### [What this task involves]
Exactly retype the opening line of the entries and every line after it, ending with the line that contains "margin:0; font-size:20px; white-space:nowrap;". Skip all pictures.

START Dataset extract

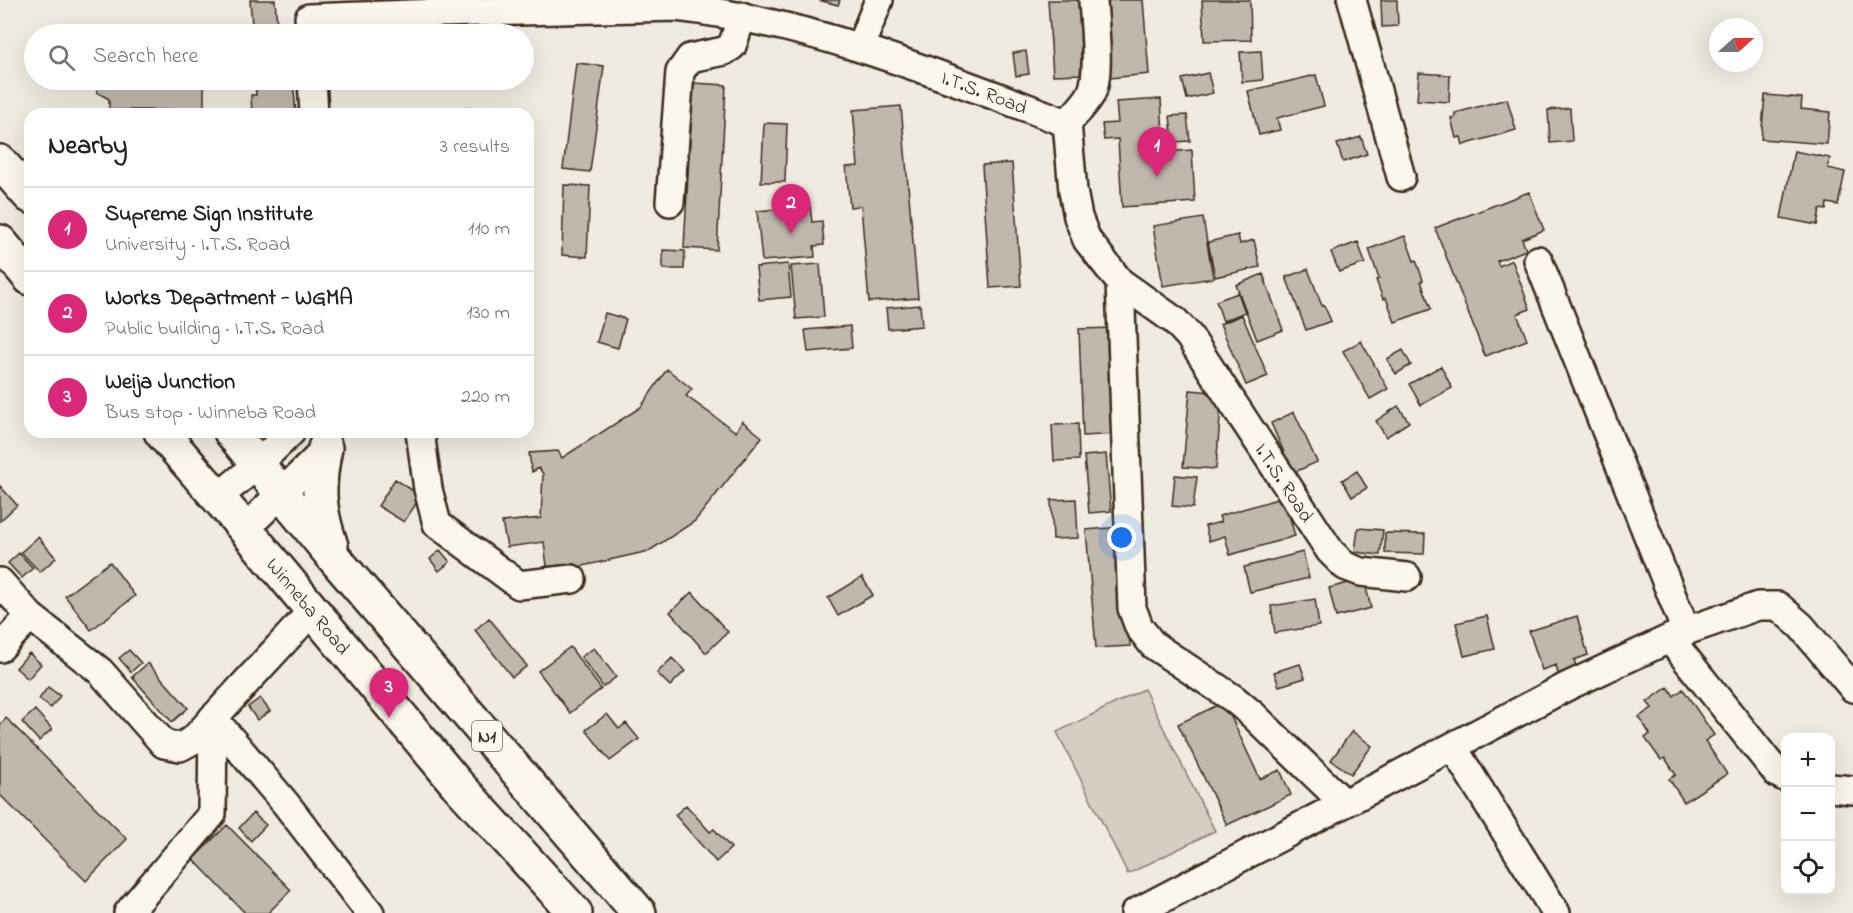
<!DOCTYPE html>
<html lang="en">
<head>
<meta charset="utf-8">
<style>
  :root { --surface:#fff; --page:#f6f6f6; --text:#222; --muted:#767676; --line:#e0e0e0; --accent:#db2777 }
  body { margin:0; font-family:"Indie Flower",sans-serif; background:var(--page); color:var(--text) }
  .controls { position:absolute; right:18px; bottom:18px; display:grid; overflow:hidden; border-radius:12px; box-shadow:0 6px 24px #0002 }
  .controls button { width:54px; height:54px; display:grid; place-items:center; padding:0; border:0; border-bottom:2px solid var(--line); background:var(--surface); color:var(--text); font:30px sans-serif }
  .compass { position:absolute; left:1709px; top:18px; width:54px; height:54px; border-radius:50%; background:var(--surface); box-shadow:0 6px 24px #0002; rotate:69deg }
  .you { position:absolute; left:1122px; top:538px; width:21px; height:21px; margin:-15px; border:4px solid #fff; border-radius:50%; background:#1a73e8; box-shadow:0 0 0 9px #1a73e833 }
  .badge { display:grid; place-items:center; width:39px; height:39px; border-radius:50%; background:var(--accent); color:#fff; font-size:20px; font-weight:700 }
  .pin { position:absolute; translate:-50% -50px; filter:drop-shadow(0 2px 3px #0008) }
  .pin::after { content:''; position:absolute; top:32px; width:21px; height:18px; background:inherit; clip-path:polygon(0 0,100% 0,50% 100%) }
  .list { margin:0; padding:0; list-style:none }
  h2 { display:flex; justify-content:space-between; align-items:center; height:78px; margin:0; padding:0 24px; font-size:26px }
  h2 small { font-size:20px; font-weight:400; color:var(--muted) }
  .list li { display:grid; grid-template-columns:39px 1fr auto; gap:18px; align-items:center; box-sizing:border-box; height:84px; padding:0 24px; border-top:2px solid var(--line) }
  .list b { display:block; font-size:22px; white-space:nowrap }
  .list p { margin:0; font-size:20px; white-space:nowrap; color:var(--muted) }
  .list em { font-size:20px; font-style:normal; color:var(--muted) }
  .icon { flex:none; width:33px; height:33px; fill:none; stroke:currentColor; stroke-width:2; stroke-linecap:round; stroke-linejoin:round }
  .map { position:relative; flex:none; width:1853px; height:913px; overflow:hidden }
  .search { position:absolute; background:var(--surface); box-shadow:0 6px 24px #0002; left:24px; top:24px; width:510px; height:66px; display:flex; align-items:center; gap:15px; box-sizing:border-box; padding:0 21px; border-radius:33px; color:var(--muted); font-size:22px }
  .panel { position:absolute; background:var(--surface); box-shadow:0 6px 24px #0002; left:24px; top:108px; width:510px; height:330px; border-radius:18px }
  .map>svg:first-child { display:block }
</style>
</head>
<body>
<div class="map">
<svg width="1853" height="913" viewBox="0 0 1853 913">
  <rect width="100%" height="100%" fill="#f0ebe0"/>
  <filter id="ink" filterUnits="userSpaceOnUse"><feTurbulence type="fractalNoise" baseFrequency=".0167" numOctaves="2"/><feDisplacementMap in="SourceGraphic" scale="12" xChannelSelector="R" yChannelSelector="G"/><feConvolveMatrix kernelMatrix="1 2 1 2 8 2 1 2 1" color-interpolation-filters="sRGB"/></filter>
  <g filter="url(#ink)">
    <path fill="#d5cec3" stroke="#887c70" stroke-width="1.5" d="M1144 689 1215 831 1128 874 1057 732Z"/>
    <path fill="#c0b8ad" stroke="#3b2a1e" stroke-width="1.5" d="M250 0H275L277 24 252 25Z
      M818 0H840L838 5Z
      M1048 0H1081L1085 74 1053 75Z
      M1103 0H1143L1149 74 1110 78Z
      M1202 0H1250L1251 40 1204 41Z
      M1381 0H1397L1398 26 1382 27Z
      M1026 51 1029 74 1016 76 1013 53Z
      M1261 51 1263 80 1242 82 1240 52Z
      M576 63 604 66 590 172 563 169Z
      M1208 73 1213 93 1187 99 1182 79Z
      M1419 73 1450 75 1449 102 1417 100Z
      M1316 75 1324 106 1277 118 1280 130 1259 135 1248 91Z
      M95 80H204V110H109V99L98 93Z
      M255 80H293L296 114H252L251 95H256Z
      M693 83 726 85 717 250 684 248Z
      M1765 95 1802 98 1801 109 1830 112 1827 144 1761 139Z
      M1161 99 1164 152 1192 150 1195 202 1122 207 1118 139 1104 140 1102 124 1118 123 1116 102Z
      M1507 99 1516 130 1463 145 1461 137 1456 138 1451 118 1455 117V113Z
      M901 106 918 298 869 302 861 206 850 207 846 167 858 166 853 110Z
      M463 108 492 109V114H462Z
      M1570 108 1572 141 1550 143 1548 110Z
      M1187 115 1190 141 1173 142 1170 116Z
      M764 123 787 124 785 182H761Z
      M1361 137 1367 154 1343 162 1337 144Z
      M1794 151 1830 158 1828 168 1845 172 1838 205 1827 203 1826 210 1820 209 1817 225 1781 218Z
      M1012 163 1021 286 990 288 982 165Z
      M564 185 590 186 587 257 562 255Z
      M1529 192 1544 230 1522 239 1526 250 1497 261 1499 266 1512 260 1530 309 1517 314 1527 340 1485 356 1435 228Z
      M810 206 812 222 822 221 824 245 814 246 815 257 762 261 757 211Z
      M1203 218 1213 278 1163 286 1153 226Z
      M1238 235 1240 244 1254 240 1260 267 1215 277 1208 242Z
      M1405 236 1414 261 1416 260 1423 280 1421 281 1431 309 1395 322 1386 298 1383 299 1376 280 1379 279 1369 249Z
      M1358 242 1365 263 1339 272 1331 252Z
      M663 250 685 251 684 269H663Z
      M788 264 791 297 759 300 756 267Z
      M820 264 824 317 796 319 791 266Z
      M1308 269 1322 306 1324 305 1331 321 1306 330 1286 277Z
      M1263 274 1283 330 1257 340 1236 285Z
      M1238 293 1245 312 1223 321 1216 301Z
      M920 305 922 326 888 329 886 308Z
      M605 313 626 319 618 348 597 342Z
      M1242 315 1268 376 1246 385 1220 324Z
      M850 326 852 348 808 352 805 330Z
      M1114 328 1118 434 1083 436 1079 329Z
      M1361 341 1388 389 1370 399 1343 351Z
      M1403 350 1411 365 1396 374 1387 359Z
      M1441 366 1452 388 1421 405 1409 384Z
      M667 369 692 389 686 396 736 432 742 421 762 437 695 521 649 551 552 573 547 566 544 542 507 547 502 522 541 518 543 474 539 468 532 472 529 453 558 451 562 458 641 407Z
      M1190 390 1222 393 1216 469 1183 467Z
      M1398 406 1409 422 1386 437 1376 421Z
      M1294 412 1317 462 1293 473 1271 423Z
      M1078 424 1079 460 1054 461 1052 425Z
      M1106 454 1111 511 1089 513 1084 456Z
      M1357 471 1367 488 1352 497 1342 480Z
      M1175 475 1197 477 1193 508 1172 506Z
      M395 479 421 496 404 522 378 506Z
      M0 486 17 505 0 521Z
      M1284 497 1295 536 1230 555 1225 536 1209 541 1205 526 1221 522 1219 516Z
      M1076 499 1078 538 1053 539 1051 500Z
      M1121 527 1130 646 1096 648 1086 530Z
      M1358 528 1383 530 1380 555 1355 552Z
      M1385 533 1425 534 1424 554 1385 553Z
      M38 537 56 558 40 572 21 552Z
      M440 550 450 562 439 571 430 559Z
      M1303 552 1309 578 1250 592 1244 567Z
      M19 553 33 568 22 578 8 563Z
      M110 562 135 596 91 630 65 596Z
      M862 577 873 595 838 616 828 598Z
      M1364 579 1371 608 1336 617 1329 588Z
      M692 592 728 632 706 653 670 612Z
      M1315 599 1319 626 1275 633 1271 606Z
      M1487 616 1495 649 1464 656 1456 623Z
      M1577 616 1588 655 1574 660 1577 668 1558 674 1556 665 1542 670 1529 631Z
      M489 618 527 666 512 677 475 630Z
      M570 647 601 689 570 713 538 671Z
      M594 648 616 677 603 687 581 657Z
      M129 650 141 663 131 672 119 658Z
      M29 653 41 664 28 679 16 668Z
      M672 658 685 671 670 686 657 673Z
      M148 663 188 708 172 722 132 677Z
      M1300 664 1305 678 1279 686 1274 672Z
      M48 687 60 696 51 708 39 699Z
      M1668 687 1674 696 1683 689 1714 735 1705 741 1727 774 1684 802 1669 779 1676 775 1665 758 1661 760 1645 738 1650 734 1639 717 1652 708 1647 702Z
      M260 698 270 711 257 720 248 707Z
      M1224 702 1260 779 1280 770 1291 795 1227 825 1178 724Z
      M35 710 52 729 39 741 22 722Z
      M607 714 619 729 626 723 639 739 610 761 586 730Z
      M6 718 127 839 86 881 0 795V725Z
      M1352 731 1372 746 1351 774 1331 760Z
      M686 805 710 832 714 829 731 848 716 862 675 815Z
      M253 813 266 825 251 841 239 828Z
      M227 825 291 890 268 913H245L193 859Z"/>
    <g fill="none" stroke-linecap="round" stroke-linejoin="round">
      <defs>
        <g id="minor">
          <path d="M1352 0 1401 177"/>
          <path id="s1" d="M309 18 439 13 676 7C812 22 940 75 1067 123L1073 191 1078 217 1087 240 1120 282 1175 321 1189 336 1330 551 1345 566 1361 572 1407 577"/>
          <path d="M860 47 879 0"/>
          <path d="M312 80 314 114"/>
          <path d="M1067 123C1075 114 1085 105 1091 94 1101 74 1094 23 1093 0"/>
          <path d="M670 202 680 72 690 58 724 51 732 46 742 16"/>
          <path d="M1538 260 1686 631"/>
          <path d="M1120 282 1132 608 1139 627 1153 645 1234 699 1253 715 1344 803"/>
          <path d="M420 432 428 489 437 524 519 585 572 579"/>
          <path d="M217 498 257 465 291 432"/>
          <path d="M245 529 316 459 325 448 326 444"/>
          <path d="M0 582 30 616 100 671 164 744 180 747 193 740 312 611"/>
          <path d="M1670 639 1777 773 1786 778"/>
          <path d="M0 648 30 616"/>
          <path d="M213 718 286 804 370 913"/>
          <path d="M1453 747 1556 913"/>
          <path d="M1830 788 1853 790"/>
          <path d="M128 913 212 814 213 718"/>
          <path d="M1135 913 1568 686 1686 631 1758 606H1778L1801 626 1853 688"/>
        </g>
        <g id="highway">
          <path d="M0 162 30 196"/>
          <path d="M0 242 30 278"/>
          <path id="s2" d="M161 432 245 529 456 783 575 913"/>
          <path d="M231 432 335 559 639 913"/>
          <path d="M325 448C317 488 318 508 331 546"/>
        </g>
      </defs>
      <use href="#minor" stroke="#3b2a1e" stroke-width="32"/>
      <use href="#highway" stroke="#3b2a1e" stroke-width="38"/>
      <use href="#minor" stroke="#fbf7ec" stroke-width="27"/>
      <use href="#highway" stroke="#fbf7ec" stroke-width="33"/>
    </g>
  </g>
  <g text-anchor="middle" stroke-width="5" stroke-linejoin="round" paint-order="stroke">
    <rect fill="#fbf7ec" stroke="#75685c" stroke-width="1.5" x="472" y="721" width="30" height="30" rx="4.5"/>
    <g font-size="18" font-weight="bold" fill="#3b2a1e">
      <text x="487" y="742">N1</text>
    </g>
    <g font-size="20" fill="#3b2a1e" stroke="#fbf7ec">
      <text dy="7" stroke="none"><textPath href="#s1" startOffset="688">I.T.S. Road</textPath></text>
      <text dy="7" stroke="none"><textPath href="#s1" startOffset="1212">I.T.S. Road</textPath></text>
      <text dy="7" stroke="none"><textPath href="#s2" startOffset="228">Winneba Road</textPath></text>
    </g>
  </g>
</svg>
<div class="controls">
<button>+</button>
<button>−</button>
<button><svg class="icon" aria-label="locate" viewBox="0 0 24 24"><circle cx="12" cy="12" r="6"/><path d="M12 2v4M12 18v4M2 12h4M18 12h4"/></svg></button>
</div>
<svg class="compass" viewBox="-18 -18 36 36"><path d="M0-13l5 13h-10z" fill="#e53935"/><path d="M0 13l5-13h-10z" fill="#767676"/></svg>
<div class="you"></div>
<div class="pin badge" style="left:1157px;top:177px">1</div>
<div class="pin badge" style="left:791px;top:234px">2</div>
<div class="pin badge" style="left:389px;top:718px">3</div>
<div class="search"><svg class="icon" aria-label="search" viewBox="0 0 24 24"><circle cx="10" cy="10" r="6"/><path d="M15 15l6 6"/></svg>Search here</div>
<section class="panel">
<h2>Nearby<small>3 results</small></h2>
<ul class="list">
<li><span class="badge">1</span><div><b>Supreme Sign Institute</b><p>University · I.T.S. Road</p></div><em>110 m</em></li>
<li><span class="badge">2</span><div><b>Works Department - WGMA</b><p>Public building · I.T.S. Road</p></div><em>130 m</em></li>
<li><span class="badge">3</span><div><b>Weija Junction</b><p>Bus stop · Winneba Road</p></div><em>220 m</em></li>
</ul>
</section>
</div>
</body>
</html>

END Dataset extract

### [Solution]
<!DOCTYPE html>
<html lang="en">
<head>
<meta charset="utf-8">
<style>
  :root { --surface:#fff; --page:#f6f6f6; --text:#222; --muted:#767676; --line:#e0e0e0; --accent:#db2777 }
  body { margin:0; font-family:"Indie Flower",sans-serif; background:var(--page); color:var(--text) }
  .controls { position:absolute; right:18px; bottom:18px; display:grid; overflow:hidden; border-radius:12px; box-shadow:0 6px 24px #0002 }
  .controls button { width:54px; height:54px; display:grid; place-items:center; padding:0; border:0; border-bottom:2px solid var(--line); background:var(--surface); color:var(--text); font:30px sans-serif }
  .compass { position:absolute; left:1709px; top:18px; width:54px; height:54px; border-radius:50%; background:var(--surface); box-shadow:0 6px 24px #0002; rotate:69deg }
  .you { position:absolute; left:1122px; top:538px; width:21px; height:21px; margin:-15px; border:4px solid #fff; border-radius:50%; background:#1a73e8; box-shadow:0 0 0 9px #1a73e833 }
  .badge { display:grid; place-items:center; width:39px; height:39px; border-radius:50%; background:var(--accent); color:#fff; font-size:20px; font-weight:700 }
  .pin { position:absolute; translate:-50% -50px; filter:drop-shadow(0 2px 3px #0008) }
  .pin::after { content:''; position:absolute; top:32px; width:21px; height:18px; background:inherit; clip-path:polygon(0 0,100% 0,50% 100%) }
  .list { margin:0; padding:0; list-style:none }
  h2 { display:flex; justify-content:space-between; align-items:center; height:78px; margin:0; padding:0 24px; font-size:26px }
  h2 small { font-size:20px; font-weight:400; color:var(--muted) }
  .list li { display:grid; grid-template-columns:39px 1fr auto; gap:18px; align-items:center; box-sizing:border-box; height:84px; padding:0 24px; border-top:2px solid var(--line) }
  .list b { display:block; font-size:22px; white-space:nowrap }
  .list p { margin:0; font-size:20px; white-space:nowrap; color:var(--muted) }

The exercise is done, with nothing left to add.